While several smaller conglomerates buckled under the strain of the financial crash, the largest chaebols emerged from the crisis with their economic power consolidated and strengthened, thanks to the elimination of their weaker rivals.

In the years since, these sprawling family-run conglomerates – including global brands such as Samsung, Hyundai and LG – have continued to dominate South Korea’s economy. Currently, Samsung alone is responsible for around 20 percent of South Korea’s GDP, while its closest rival Hyundai Group accounts for a further 12 percent. Meanwhile, those at the helm of these vast dynasties enjoy unprecedented political sway, often moving freely between top government jobs and high-ranking corporate positions.

While this unique business structure has until now allowed conglomerates to thrive, chaebol culture could well be under threat as the government watches Hanjin slowly sink.

A sinking ship
The demise of Hanjin unquestionably proves that chaebols are not too big to fail, as perhaps previously thought. In refusing to offer the struggling shipping line a financial life raft, the government is sending others a clear message: a transitional South Korean economy is prepared to withstand the loss of such a huge business empire.

As a government-funded financial safety net is no longer guaranteed for chaebols, Hanjin’s collapse may serve as something of a warning for South Korea’s business giants

As a government-funded financial safety net is no longer guaranteed for chaebols, Hanjin’s collapse may serve as something of a warning for South Korea’s business giants. Ferrier explained: “It signals to other chaebols that just because they’ve had such a long-standing importance to the Korean economy, that doesn’t mean that they will necessarily receive special treatment from the government.”

In recent months, two of the nation’s biggest conglomerates have also been rocked by crises: in late August, the Vice President of Lotte was found dead in an apparent suicide, just hours before he was due to be questioned over corruption allegations.

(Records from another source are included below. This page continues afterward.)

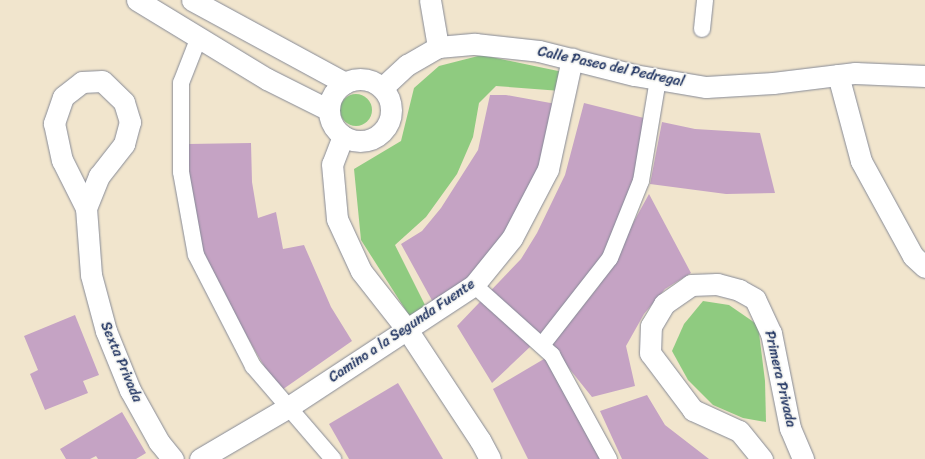 <!DOCTYPE html>
<html>
<head>
<meta charset="utf-8">
<style>
  body { margin:0 }
  #map { position:relative; width:925px; height:459px; overflow:hidden; background:#f1e5cd; font-family:Sriracha,sans-serif }
  div>[style] { position:absolute }
  .green>* { inset:0; background:#8fcb80 }
  .round { border-radius:50% }
  .building>* { inset:0; background:#c5a3c4 }
  .roads { filter:drop-shadow(0 0 1px #868a96) drop-shadow(0 0 1px #868a96) }
  .pedestrian>* { height:16px; margin:-8px; padding:0 8px; transform-origin:8px; border-radius:8px; background:#fff }
  .minor>* { height:21px; margin:-10.5px; padding:0 10.5px; transform-origin:10.5px; border-radius:10.5px; background:#fff }
  .minor>.ring { margin:-10.5px; padding:0; box-sizing:content-box; background:none; border:21px solid #fff; border-radius:50% }
  span { translate:-50% -50%; white-space:nowrap; text-align:center; line-height:1.15; -webkit-text-stroke:3.5px #f6f6f2; paint-order:stroke }
  .street-label { font-size:14px; color:#1b2f5e }
</style>
</head>
<body>
<div id="map">
  <div class="green">
    <div style="clip-path:polygon(482px 55px,563px 72px,561px 91px,496px 86px,479px 103px,473px 137px,457px 174px,426px 217px,395px 245px,428px 311px,412px 320px,361px 240px,354px 169px,401px 141px,414px 88px,439px 66px)"></div>
    <div class="round" style="left:340px;top:94px;width:32px;height:32px"></div>
    <div style="clip-path:polygon(703px 301px,729px 305px,758px 325px,765px 381px,766px 422px,743px 418px,713px 405px,688px 380px,672px 351px,684px 324px)"></div>
  </div>
  <div class="building">
    <div style="clip-path:polygon(490px 95px,506px 95px,556px 104px,550px 140px,526px 204px,471px 278px,434px 304px,401px 244px,422px 231px,441px 208px,478px 150px)"></div>
    <div style="clip-path:polygon(584px 103px,648px 119px,630px 201px,615px 239px,551px 327px,492px 383px,457px 326px,521px 259px,537px 233px,565px 175px)"></div>
    <div style="clip-path:polygon(662px 122px,695px 129px,760px 133px,775px 193px,726px 194px,650px 184px)"></div>
    <div style="clip-path:polygon(251px 143px,252px 182px,258px 218px,276px 212px,283px 249px,304px 245px,331px 307px,352px 341px,279px 392px,208px 269px,196px 227px,190px 186px,188px 144px)"></div>
    <div style="clip-path:polygon(649px 194px,691px 273px,665px 289px,644px 314px,626px 346px,635px 386px,592px 397px,551px 346px,598px 287px)"></div>
    <div style="clip-path:polygon(75px 315px,99px 375px,83px 381px,88px 393px,45px 410px,30px 374px,38px 370px,24px 336px)"></div>
    <div style="clip-path:polygon(549px 356px,603px 459px,528px 459px,493px 389px)"></div>
    <div style="clip-path:polygon(398px 383px,443px 459px,349px 459px,329px 424px)"></div>
    <div style="clip-path:polygon(647px 395px,665px 425px,709px 459px,622px 459px,600px 411px)"></div>
    <div style="clip-path:polygon(122px 412px,146px 453px,136px 459px,98px 459px,96px 456px,90px 459px,66px 459px,60px 449px)"></div>
  </div>
  <div class="roads">
    <div class="pedestrian">
      <div style="left:702px;top:29px;width:29px;rotate:-84deg"></div>
      <div style="left:199px;top:37px;width:49px;rotate:111.4deg"></div>
      <div style="left:181px;top:83px;width:89px;rotate:90deg"></div>
      <div style="left:181px;top:172px;width:84px;rotate:79.8deg"></div>
      <div style="left:196px;top:255px;width:125px;rotate:62.8deg"></div>
      <div style="left:253px;top:366px;width:123px;rotate:49.3deg"></div>
      <div style="left:474px;top:285px;width:105px;rotate:41.9deg"></div>
      <div style="left:552px;top:355px;width:119px;rotate:61.3deg"></div>
      <div style="left:542px;top:345px;width:110px;rotate:-52deg"></div>
      <div style="left:610px;top:258px;width:83px;rotate:-68.1deg"></div>
      <div style="left:641px;top:181px;width:103px;rotate:-80.5deg"></div>
    </div>
    <div class="minor">
      <div style="left:137px;top:0;width:152px;rotate:31.3deg"></div>
      <div style="left:267px;top:79px;width:69px;rotate:26.6deg"></div>
      <div style="left:192px;top:0;width:174px;rotate:28.5deg"></div>
      <div style="left:430px;top:0;width:48px;rotate:80.3deg"></div>
      <div style="left:838px;top:75px;width:89px;rotate:75deg"></div>
      <div style="left:861px;top:161px;width:108px;rotate:61.3deg"></div>
      <div style="left:913px;top:256px;width:16px;rotate:43deg"></div>
      <div class="ring" style="left:329px;top:79px;width:41px;height:41px"></div>
      <div style="left:382px;top:88px;width:34px;rotate:-43deg"></div>
      <div style="left:407px;top:65px;width:36px;rotate:-30deg"></div>
      <div style="left:438px;top:47px;width:37px;rotate:-5deg"></div>
      <div style="left:475px;top:44px;width:64px;rotate:6.2deg"></div>
      <div style="left:539px;top:51px;width:98px;rotate:14.2deg"></div>
      <div style="left:634px;top:75px;width:73px;rotate:9.5deg"></div>
      <div style="left:706px;top:87px;width:67px;rotate:-3.4deg"></div>
      <div style="left:773px;top:83px;width:83px;rotate:-7deg"></div>
      <div style="left:855px;top:73px;width:70px;rotate:2.5deg"></div>
      <div style="left:343px;top:136px;width:30px;rotate:111deg"></div>
      <div style="left:332px;top:164px;width:55px;rotate:84.8deg"></div>
      <div style="left:337px;top:219px;width:57px;rotate:65.2deg"></div>
      <div style="left:361px;top:271px;width:76px;rotate:51.9deg"></div>
      <div style="left:408px;top:331px;width:131px;rotate:56.6deg"></div>
      <div style="left:480px;top:440px;width:21px;rotate:62deg"></div>
      <div style="left:86px;top:208px;width:35px;rotate:-68deg"></div>
      <div style="left:99px;top:176px;width:41px;rotate:-52deg"></div>
      <div style="left:124px;top:144px;width:23px;rotate:-75deg"></div>
      <div style="left:130px;top:122px;width:21px;rotate:-107deg"></div>
      <div style="left:124px;top:102px;width:30px;rotate:-136deg"></div>
      <div style="left:102px;top:81px;width:20px;rotate:177deg"></div>
      <div style="left:82px;top:82px;width:24px;rotate:142deg"></div>
      <div style="left:63px;top:97px;width:28px;rotate:109deg"></div>
      <div style="left:54px;top:123px;width:38px;rotate:78deg"></div>
      <div style="left:62px;top:160px;width:54px;rotate:63.4deg"></div>
      <div style="left:86px;top:208px;width:67px;rotate:85.7deg"></div>
      <div style="left:91px;top:275px;width:58px;rotate:75deg"></div>
      <div style="left:106px;top:331px;width:64px;rotate:67.9deg"></div>
      <div style="left:130px;top:390px;width:60px;rotate:60.9deg"></div>
      <div style="left:159px;top:442px;width:22px;rotate:51deg"></div>
      <div style="left:200px;top:459px;width:101px;rotate:-30.4deg"></div>
      <div style="left:287px;top:408px;width:224px;rotate:-33.3deg"></div>
      <div style="left:474px;top:285px;width:60px;rotate:-51deg"></div>
      <div style="left:512px;top:238px;width:78px;rotate:-62.4deg"></div>
      <div style="left:548px;top:169px;width:113px;rotate:-77.7deg"></div>
      <div style="left:762px;top:459px;width:36px;rotate:-129deg"></div>
      <div style="left:739px;top:431px;width:51px;rotate:-155.5deg"></div>
      <div style="left:693px;top:410px;width:71px;rotate:-127deg"></div>
      <div style="left:650px;top:353px;width:27px;rotate:-88deg"></div>
      <div style="left:651px;top:326px;width:26px;rotate:-59deg"></div>
      <div style="left:664px;top:304px;width:33px;rotate:-35deg"></div>
      <div style="left:691px;top:285px;width:26px;rotate:-2deg"></div>
      <div style="left:717px;top:284px;width:23px;rotate:15deg"></div>
      <div style="left:739px;top:290px;width:18px;rotate:29deg"></div>
      <div style="left:755px;top:299px;width:38px;rotate:65deg"></div>
      <div style="left:771px;top:333px;width:97px;rotate:78.7deg"></div>
      <div style="left:790px;top:428px;width:34px;rotate:67deg"></div>
    </div>
  </div>
  <div class="street-label">
    <span style="left:611px;top:67px;rotate:12deg">Calle Paseo del Pedregal</span>
    <span style="left:402px;top:331px;rotate:-34deg">Camino a la Segunda Fuente</span>
    <span style="left:121px;top:362px;rotate:67deg">Sexta Privada</span>
    <span style="left:780px;top:379px;rotate:77deg">Primera Privada</span>
  </div>
</div>
</body>
</html>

Samsung, meanwhile, had $14bn wiped off its shares in early September, following a botched global recall of its erratically explosive Galaxy Note 7 smartphone.

To add to Samsung’s financial woes, a vast supply of its goods and parts – to the value of around $38m – is currently stranded on Hanjin’s ill-fated ships. Furthermore, a rescue operation for this cargo would cost the company a further $8.8m in alternative transport fees. As Samsung’s marooned shipment ironically goes to show, the oft-interconnected fates of chaebols mean that the financial ruin of one conglomerate can easily spell trouble for another.

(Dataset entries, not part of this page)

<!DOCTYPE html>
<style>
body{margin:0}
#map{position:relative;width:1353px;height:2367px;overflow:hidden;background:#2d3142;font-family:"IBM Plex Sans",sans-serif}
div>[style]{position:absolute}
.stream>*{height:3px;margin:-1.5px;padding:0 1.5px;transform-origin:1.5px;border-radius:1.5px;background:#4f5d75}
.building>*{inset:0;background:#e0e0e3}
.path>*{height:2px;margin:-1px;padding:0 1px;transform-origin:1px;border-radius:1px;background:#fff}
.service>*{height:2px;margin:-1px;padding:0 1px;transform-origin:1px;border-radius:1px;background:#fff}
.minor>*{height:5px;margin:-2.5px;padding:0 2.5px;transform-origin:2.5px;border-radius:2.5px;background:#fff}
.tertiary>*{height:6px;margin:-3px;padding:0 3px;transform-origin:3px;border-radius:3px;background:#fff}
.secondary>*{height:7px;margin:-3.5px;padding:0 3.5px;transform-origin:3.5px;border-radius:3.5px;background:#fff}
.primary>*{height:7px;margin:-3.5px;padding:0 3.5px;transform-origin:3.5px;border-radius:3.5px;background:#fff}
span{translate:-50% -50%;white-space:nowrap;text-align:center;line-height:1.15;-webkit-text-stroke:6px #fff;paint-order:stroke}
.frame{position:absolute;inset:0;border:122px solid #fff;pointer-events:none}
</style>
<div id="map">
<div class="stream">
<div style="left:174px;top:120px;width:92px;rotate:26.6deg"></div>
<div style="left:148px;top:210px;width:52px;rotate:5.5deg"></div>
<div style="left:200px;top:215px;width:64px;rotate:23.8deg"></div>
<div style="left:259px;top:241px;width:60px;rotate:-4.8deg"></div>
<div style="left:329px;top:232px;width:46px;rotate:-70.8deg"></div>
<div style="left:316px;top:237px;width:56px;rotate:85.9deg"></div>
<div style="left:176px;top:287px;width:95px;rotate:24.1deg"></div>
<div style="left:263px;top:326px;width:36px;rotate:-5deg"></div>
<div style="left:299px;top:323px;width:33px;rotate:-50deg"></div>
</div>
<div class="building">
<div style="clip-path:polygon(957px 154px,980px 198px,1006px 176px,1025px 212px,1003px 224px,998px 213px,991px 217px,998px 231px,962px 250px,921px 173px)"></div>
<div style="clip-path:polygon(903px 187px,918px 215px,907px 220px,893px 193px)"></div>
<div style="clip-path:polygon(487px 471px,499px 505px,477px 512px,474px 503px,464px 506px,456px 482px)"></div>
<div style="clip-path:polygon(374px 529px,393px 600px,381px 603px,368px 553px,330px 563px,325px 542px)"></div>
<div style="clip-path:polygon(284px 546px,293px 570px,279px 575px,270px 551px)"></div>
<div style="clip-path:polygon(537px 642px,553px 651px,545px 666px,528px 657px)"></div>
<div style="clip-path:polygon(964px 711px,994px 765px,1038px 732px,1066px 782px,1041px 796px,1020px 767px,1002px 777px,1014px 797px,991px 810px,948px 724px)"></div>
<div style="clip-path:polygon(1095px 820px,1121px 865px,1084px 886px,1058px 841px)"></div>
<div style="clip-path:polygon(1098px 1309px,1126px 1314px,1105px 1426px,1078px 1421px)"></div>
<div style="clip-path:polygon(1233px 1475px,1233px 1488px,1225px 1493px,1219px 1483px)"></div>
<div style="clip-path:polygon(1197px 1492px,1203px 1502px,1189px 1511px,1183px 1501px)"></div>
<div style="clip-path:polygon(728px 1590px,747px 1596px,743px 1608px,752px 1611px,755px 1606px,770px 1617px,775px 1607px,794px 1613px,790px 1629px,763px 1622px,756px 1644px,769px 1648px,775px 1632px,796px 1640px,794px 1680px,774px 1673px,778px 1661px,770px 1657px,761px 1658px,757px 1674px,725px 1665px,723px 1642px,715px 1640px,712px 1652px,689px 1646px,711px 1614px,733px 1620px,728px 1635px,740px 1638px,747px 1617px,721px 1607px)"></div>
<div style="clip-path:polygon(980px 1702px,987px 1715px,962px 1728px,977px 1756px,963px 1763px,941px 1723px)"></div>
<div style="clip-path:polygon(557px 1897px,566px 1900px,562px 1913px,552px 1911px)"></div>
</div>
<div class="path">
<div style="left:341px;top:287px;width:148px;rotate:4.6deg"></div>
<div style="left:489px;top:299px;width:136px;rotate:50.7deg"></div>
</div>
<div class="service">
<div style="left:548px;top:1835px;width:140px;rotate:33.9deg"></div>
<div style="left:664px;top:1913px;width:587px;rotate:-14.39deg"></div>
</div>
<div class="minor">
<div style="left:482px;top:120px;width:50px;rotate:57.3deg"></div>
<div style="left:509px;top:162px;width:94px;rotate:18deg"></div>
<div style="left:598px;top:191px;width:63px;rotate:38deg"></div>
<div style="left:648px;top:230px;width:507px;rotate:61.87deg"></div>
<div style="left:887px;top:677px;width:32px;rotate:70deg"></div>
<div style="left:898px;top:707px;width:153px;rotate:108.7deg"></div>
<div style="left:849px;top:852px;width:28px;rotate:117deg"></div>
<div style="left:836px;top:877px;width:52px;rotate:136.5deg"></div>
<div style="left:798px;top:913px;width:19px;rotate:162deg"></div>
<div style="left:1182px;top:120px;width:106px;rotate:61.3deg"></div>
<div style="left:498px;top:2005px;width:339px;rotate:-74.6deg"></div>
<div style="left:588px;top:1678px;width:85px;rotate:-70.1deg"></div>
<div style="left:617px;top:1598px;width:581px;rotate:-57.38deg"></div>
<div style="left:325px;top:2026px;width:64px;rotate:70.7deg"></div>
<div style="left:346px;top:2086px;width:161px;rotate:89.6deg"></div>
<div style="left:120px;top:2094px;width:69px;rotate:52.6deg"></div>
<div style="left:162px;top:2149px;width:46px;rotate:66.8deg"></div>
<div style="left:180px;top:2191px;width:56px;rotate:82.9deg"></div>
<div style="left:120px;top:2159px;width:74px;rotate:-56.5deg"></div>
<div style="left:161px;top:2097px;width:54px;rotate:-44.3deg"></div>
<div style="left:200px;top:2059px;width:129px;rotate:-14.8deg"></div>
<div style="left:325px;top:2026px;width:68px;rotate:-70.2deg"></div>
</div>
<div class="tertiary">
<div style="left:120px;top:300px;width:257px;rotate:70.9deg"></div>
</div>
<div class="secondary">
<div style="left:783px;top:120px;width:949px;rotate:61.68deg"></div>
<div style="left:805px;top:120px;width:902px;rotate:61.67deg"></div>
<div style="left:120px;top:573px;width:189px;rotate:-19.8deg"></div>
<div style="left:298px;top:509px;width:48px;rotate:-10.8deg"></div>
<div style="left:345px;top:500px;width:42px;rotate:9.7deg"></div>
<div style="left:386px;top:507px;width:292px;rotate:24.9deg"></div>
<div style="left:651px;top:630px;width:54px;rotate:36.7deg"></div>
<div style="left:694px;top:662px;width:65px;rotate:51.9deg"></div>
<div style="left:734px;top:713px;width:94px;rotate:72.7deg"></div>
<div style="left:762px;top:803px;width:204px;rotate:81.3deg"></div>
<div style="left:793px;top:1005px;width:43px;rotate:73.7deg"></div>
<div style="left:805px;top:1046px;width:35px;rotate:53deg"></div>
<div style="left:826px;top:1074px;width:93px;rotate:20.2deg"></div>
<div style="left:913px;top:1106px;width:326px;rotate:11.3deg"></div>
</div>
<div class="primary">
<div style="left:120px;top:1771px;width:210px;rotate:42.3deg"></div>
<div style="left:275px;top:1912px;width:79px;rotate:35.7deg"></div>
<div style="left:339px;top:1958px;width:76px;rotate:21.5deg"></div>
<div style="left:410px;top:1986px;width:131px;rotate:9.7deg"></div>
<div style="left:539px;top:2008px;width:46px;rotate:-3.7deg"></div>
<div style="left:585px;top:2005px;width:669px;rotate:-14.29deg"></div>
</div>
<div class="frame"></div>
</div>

This spate of misfortunes befalling South Korea’s all-powerful conglomerates has led some experts to once more reassess the role they play in the nation’s economy. For some time now, a somewhat chaebol-sceptic President Park Geun-Hye has put economic democratisation at the top of her political agenda. Understanding all too well the dangers of monopolies, the Park-Geun-Hye administration is attempting to diversify the economy and encourage competition – and taking centre stage are SMEs, which account for 99 percent of South Korean businesses.

“The government has been trying to create a stronger domestic economy by pushing these SMEs”, Ferrier told World Finance. “In January this year, it also created a $66bn fund for establishing a new Korean Silicon Valley, to encourage tech start-ups and innovation.”

Despite government initiatives to foster a more competitive, creative economy, true reform of chaebol culture will require a shift in cultural attitudes. “In South Korea, working for a chaebol is seen as a sign of stability – a sign of economic and personal success for an individual”, explained Ferrier. Quite simply, there is a level of prestige attached to working for a chaebol that gives them the cultural edge over SMEs.

As the shockwaves from Hanjin’s collapse begin to reverberate around the South Korean economy, public scrutiny of chaebol culture will be unavoidable. An increasing hostility towards the nation’s once-revered conglomerates has been growing of late, especially as multinational chaebols continue to move operations overseas, employing ever-fewer domestic workers. Now, with the government-backed rise of SMEs promising an alternative to absolute chaebol dominance, the tide might slowly be turning for South Korean business culture.